Are you back to contracting? I remember you getting a full time job a while back. I thought you gave the contracting thing up.


----------



## MTW (Aug 28, 2013)

HackWork said:


> Are you back to contracting? I remember you getting a full time job a while back. I thought you gave the contracting thing up.


I quit that job a year ago. I'm doing a mix right now, subbing for an EC and some small jobs.


----------



## wildleg (Apr 12, 2009)

if this type








of pressure switch can get clogged in the small tube or in the diaphragm portion from ice, fine dirt, and iron filings. remove switch and clear the tube and disconnect rubber diaphragm and clean out or replace (cheapest since they are only 20 bucks)

if he's really banging on just the motor then just ignore my post, sounds like you nailed it


----------



## HackWork (Oct 2, 2009)

MTW said:


> I quit that job a year ago. I'm doing a mix right now, subbing for an EC and some small jobs.


Pics of your service van.


----------



## MTW (Aug 28, 2013)

HackWork said:


> Pics of your service van.


They're on iphoto, I'd have to upload them to a hosting site. Too much work. :laughing:


----------



## Chris1971 (Dec 27, 2010)

Capacitor?


----------



## MTW (Aug 28, 2013)

Chris1971 said:


> Capacitor?


I thought of that, but didn't seem to fit in with the scenario described to me.


----------



## sbrn33 (Mar 15, 2007)

I do a ton of work on sand points. Most are pretty easy. A guy like you should be able to handle this fast, are you trying to get the "electrician of the week"?


----------



## sbrn33 (Mar 15, 2007)

MTW said:


> I thought of that, but didn't seem to fit in with the scenario* described* to me.
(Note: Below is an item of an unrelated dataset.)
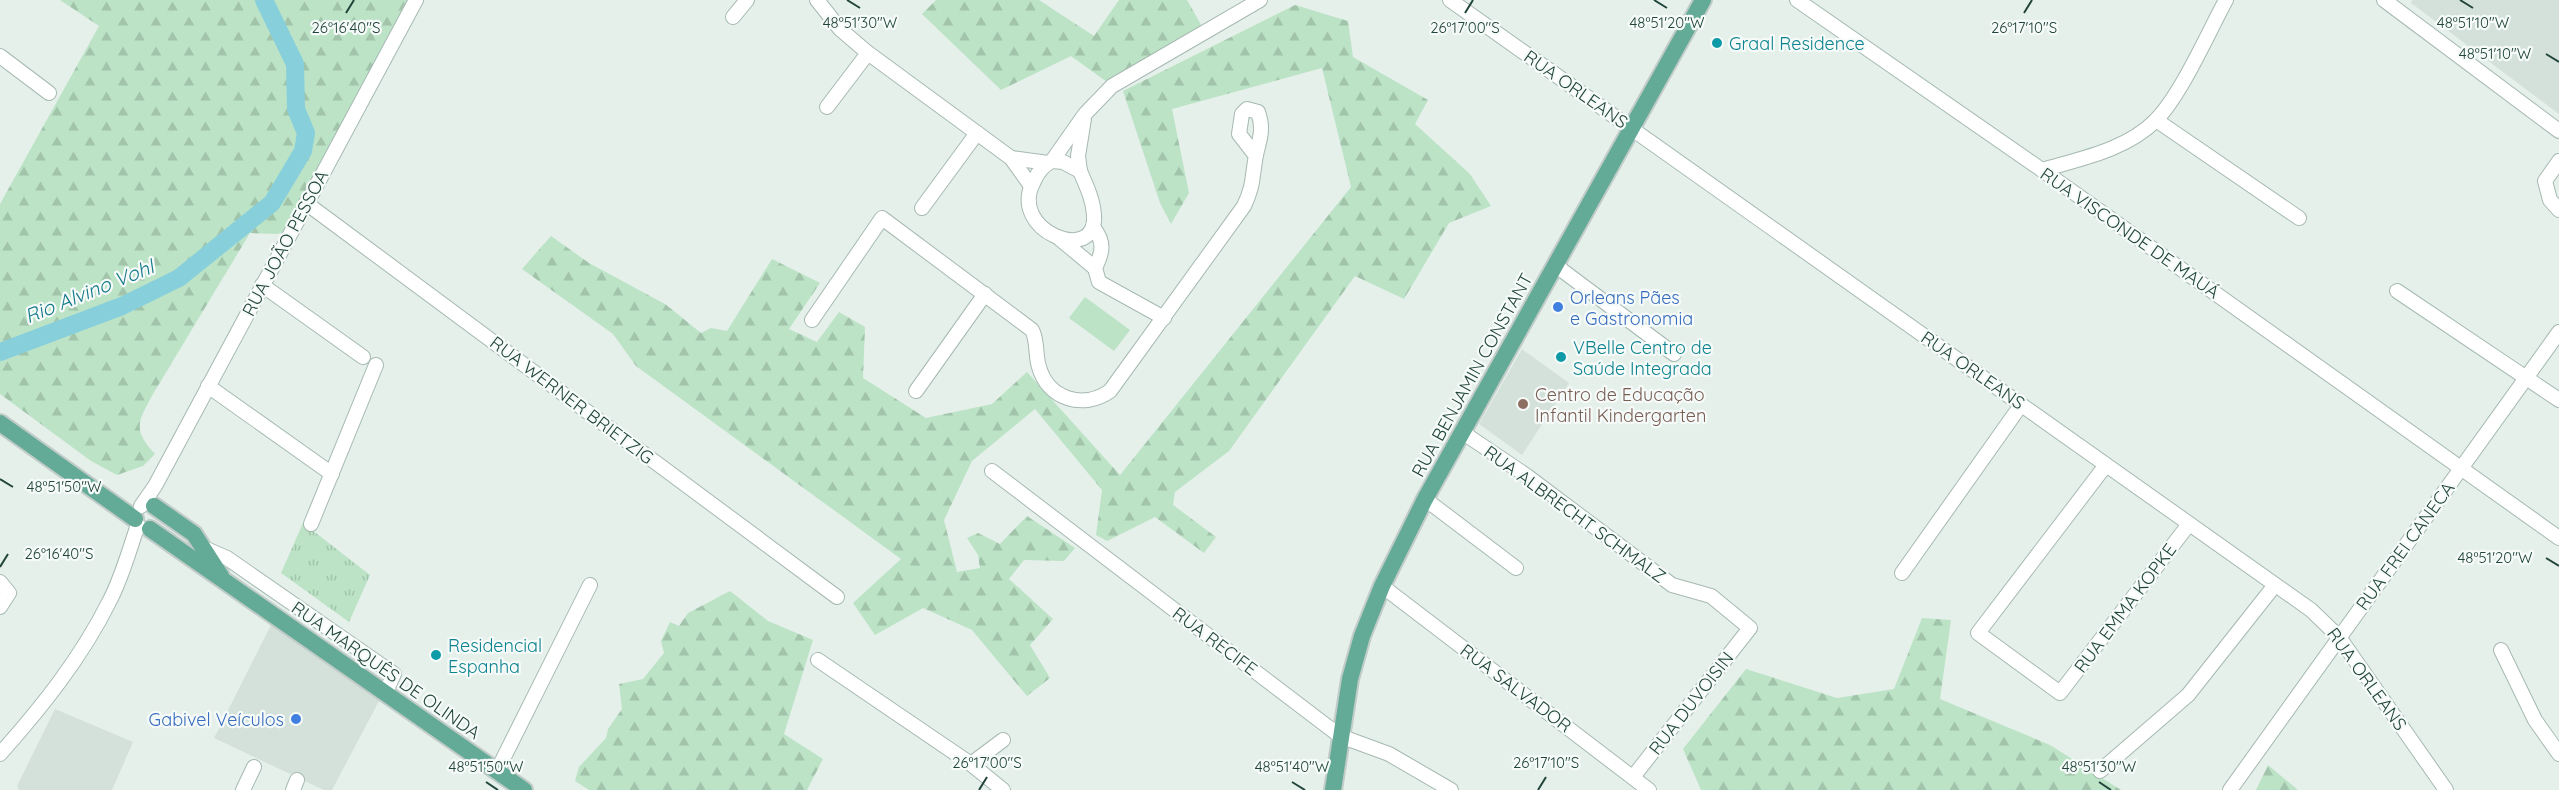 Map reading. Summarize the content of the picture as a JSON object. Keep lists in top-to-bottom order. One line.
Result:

Described? Are you not on site?


----------



## McClary’s Electrical (Feb 21, 2009)

Chris1971 said:


> Capacitor?


Beating on a capicator helps?


----------



## NacBooster29 (Oct 25, 2010)

wildleg said:


> if this type
> of pressure switch can get clogged in the small tube or in the diaphragm portion from ice, fine dirt, and iron filings. remove switch and clear the tube and disconnect rubber diaphragm and clean out or replace (cheapest since they are only 20 bucks)
> 
> if he's really banging on just the motor then just ignore my post, sounds like you nailed it


^^^^ this . Happens periodicly to my own house. Most likely there is no bypass valve from the pump head to the pressure switch. So be prepared to plug the tube. Use a golf tee. It's the perfect plug. 
Also maybe pick up the valve to bypass the pressure switch, for cleaning purposes. It comes in handy, as the well maintains the suction and will come out of that tube like a gueyser.


----------



## Chris1971 (Dec 27, 2010)

mcclary's electrical said:


> Beating on a capicator helps?


Good point.


----------



## JRaef (Mar 23, 2009)

Could be that if the pressure switch is mounted right to the pump motor, as they often are, he is banging on the motor, but it's the vibration of that which is freeing up the pressure switch.
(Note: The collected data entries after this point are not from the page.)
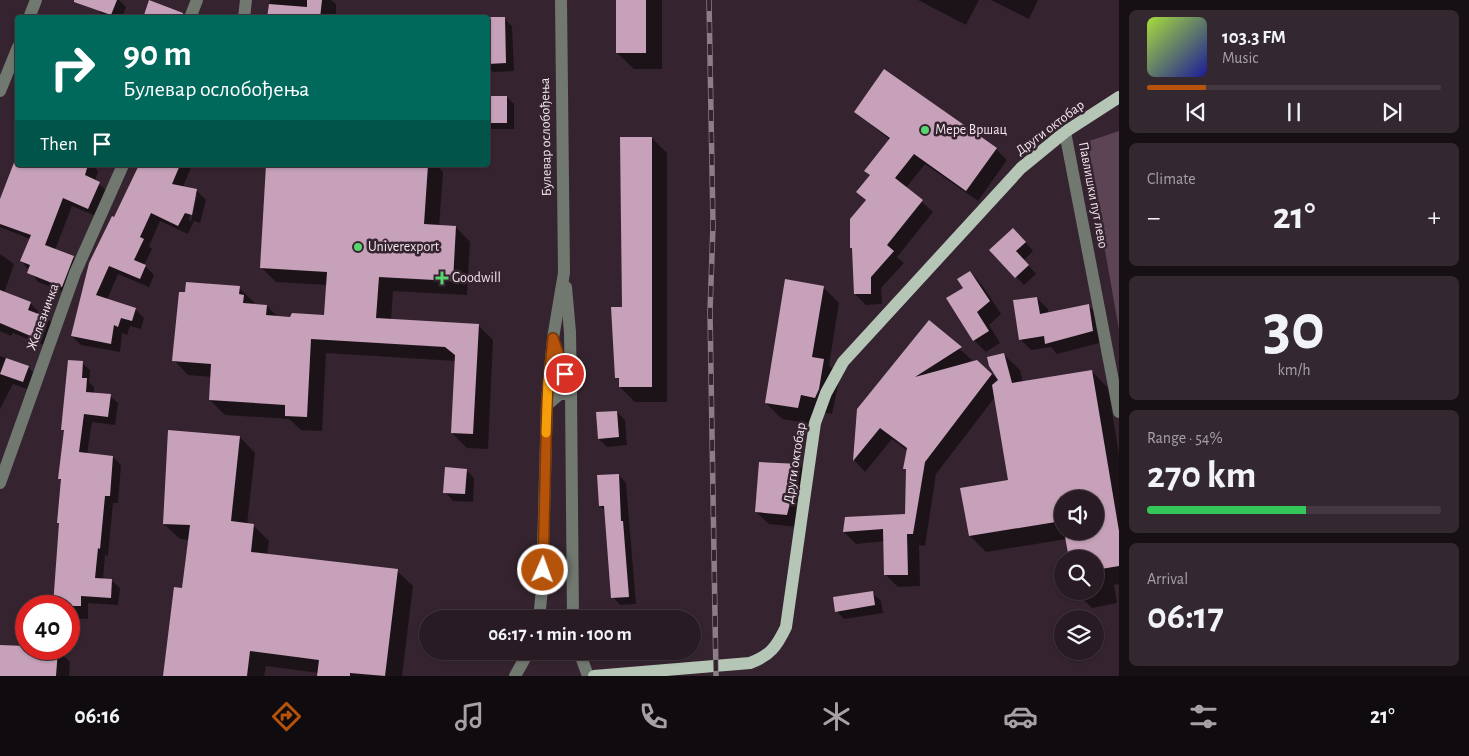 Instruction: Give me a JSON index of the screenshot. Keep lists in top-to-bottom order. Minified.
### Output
{"streets":{"main road":["Други октобар"],"street":["Булевар ослобођења","Павлишки пут лево","Железничка"]},"crossings":[["Други октобар","Павлишки пут лево"]],"places":{"other":["Мере Вршац","Univerexport"],"health":["Goodwill"]},"page":{"turn":["90 m","Булевар ослобођења"],"song":["103.3 FM","Music"],"then":"Then","tile":["Climate",["30","km/h"],["Range · 54%","270 km"],["Arrival","06:17"]],"heat":["−","21°","+"],"limit":"40","trip":"06:17 · 1 min · 100 m","tabs":["06:16","21°"]}} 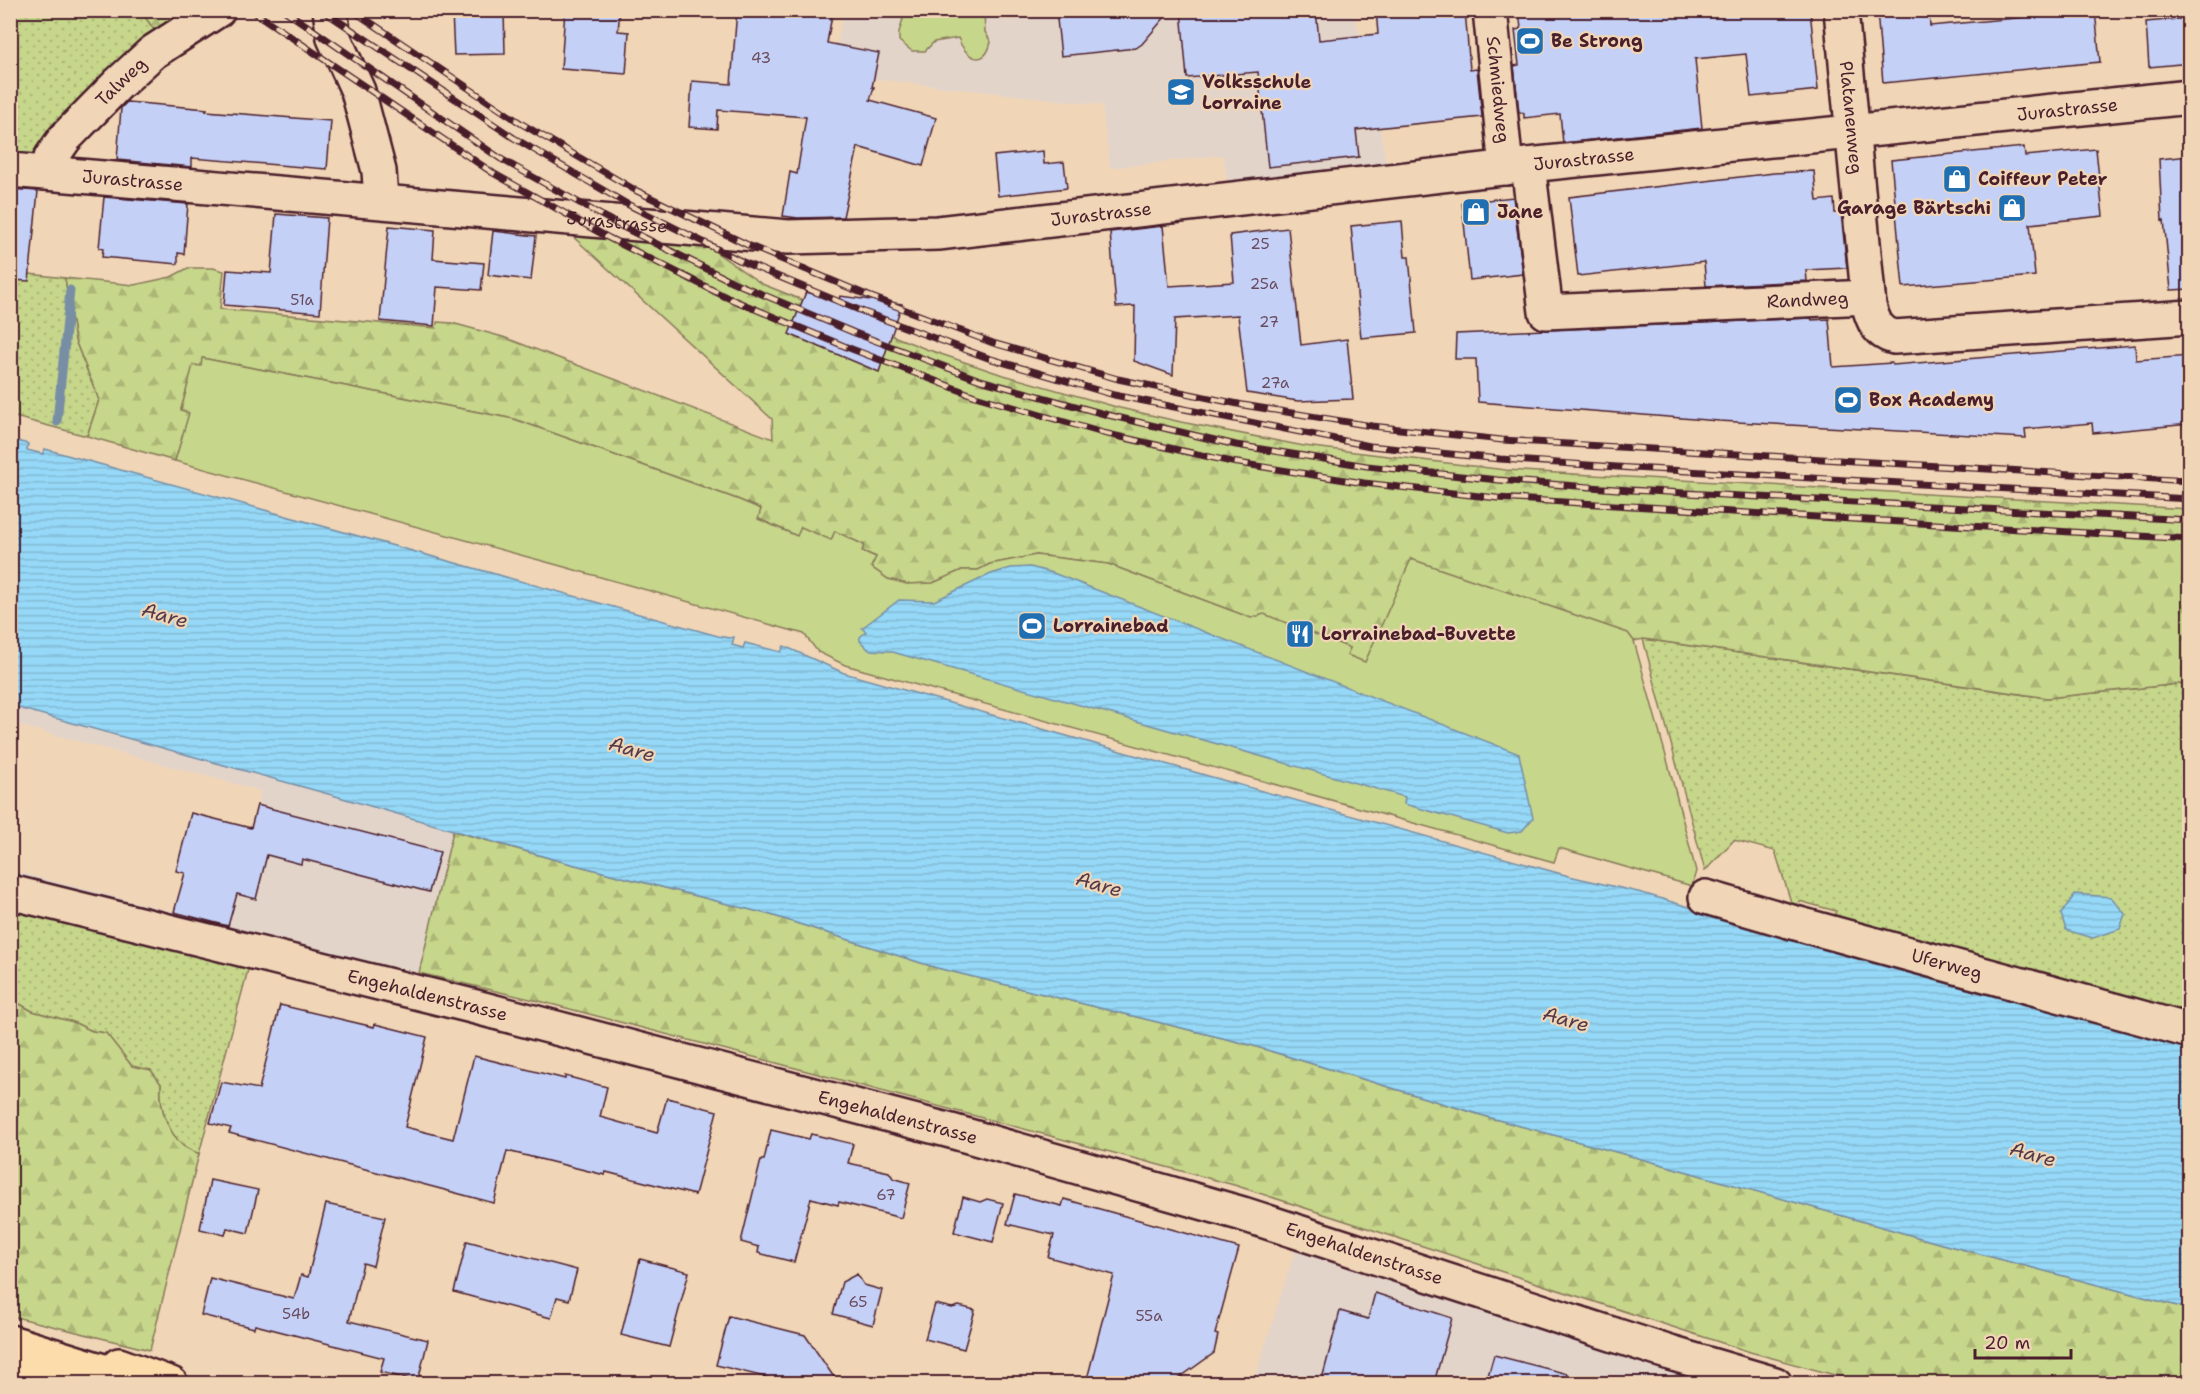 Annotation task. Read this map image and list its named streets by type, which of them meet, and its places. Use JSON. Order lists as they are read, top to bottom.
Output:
{
  "streets": {
    "street": [
      "Talweg",
      "Schmiedweg",
      "Jurastrasse",
      "Platanenweg",
      "Randweg",
      "Uferweg",
      "Engehaldenstrasse"
    ]
  },
  "crossings": [
    ["Talweg", "Jurastrasse"],
    ["Schmiedweg", "Jurastrasse"],
    ["Schmiedweg", "Randweg"],
    ["Jurastrasse", "Platanenweg"],
    ["Jurastrasse", "Randweg"],
    ["Platanenweg", "Randweg"]
  ],
  "water": ["Aare"],
  "places": {
    "sports": ["Be Strong", "Box Academy", "Lorrainebad"],
    "school or university": ["Volksschule Lorraine"],
    "shop": ["Coiffeur Peter", "Garage Bärtschi", "Jane"],
    "restaurant": ["Lorrainebad-Buvette"]
  },
  "house_numbers": [
    "43",
    "25",
    "25a",
    "51a",
    "27",
    "27a",
    "67",
    "65",
    "54b",
    "55a"
  ],
  "scale_bar": "20 m"
}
If it were the centrifugal switch contacts sticking in the motor, it would be humming but not starting, and eventually would trip off on over temperature.


----------



## Jlarson (Jun 28, 2009)

Those square d switches suck.


----------



## backstay (Feb 3, 2011)

Chris1971 said:


> Capacitor?


That picture is so you!


----------



## macmikeman (Jan 23, 2007)

MTW said:


> They're on iphoto, I'd have to upload them to a hosting site. Too much work. :laughing:


Make an album of your useless stuff right here at your profile page. I have several albums of my useless stuff......:thumbsup:


----------



## iamthor2 (Dec 9, 2014)

Ask your customer what's changed. Has he raised his storage tank, put in pipe work to a higher elevation or has it ever worked correctly. These things will raise the static head pressure so the cut in pressure is at this giggle point and u tap it to get it over the line. Maybe only need to adj pressure sw to suit the setup


----------



## MTW (Aug 28, 2013)

iamthor2 said:


> Ask your customer what's changed. Has he raised his storage tank, put in pipe work to a higher elevation or has it ever worked correctly. These things will raise the static head pressure so the cut in pressure is at this giggle point and u tap it to get it over the line. Maybe only need to adj pressure sw to suit the setup


Nothing has changed since the pump was installed 15+ years ago. Apparently the pump is working fine again so I'm 99% certain it's a pressure switch issue now.


----------